Alguns especialistas em segurança cibernética o utilizam durante exercícios de segurança. equipe vermelha (ataque fictício). Esta noção emprestada do mundo militar faz com que os especialistas desempenhem um papel malicioso… mas dentro de um quadro previamente definido com a empresa-alvo e sem violar a lei. “Ela não vai nos contar “Quero que você ataque este servidor através deste local” mas sim “Acho que sou forte, tenta subir aqui na rede e me mostrar como”. Mas não fazemos nada! “, insiste Nicolas Blasco, diretor time vermelho na Devensys, que apresentou seu trabalho na feira CyberShow em maio passado.

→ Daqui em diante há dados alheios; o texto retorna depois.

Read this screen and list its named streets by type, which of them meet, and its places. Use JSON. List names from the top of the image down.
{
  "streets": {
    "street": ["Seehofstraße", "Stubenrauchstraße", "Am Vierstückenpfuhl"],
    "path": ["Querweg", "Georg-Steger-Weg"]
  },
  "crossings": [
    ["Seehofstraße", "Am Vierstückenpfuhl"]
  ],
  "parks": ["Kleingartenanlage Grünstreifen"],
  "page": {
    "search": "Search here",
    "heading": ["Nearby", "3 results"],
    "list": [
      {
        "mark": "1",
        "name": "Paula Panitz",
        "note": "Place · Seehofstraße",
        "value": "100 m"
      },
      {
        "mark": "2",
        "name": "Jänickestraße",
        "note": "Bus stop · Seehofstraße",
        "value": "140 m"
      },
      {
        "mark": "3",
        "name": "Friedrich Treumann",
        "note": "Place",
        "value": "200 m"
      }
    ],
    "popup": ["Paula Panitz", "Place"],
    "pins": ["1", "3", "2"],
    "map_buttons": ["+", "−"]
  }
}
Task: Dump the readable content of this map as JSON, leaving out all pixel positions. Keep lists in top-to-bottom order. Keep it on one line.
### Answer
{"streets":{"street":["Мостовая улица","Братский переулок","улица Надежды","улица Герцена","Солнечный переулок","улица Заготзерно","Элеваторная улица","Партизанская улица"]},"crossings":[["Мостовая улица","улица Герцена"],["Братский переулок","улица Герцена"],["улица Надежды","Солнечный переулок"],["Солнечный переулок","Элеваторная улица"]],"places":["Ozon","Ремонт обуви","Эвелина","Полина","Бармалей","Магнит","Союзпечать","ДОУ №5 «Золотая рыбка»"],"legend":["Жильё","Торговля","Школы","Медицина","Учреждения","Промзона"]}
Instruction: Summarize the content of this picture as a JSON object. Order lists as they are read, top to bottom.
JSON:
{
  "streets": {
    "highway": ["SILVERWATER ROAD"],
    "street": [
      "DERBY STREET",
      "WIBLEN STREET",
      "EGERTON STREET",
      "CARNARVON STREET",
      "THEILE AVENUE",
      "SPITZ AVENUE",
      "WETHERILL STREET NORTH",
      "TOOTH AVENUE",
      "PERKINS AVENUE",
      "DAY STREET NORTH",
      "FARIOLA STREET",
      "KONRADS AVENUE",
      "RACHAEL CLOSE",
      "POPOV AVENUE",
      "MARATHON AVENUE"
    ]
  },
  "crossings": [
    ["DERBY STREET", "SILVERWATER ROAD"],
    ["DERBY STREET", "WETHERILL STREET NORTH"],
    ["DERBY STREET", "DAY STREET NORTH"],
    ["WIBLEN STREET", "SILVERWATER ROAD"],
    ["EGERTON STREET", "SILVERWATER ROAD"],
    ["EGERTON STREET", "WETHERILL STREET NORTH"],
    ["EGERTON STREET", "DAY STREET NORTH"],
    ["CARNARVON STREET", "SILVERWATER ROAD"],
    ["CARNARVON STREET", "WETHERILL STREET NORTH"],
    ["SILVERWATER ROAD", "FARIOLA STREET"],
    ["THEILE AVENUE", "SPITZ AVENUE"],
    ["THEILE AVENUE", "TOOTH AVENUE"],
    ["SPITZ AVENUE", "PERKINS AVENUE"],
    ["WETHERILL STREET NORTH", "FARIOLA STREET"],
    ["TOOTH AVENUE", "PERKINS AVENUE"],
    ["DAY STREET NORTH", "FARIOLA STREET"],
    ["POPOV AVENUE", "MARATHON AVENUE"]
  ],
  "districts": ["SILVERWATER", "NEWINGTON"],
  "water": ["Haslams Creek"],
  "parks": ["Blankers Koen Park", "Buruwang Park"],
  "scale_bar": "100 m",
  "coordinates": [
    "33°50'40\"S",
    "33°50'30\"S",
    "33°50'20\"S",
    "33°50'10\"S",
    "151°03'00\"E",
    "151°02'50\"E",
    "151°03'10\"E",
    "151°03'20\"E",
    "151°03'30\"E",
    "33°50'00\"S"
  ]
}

Este tipo de exercício pode durar meses, deixando um tempo entre cada etapa para evitar times vermelhos para ser avistado. E pode envolver intrusão física nas instalações, para conectar uma chave 4G controlada remotamente, conectar-se à rede interna através de uma impressora, ou até mesmo traga um computador! Neste sentido, fotos e vídeos publicados online pelos colaboradores nos seus locais de trabalho revelam a organização dos escritórios, dos equipamentos informáticos, etc. “Algumas pessoas que se demitem da empresa colocam o crachá de acesso em uma mesa ao lado de uma xícara de café, tiram uma foto e publicam tudo no Linkedin: é ideal para fazer uma falsificação “, alerta Nicolas Blasco.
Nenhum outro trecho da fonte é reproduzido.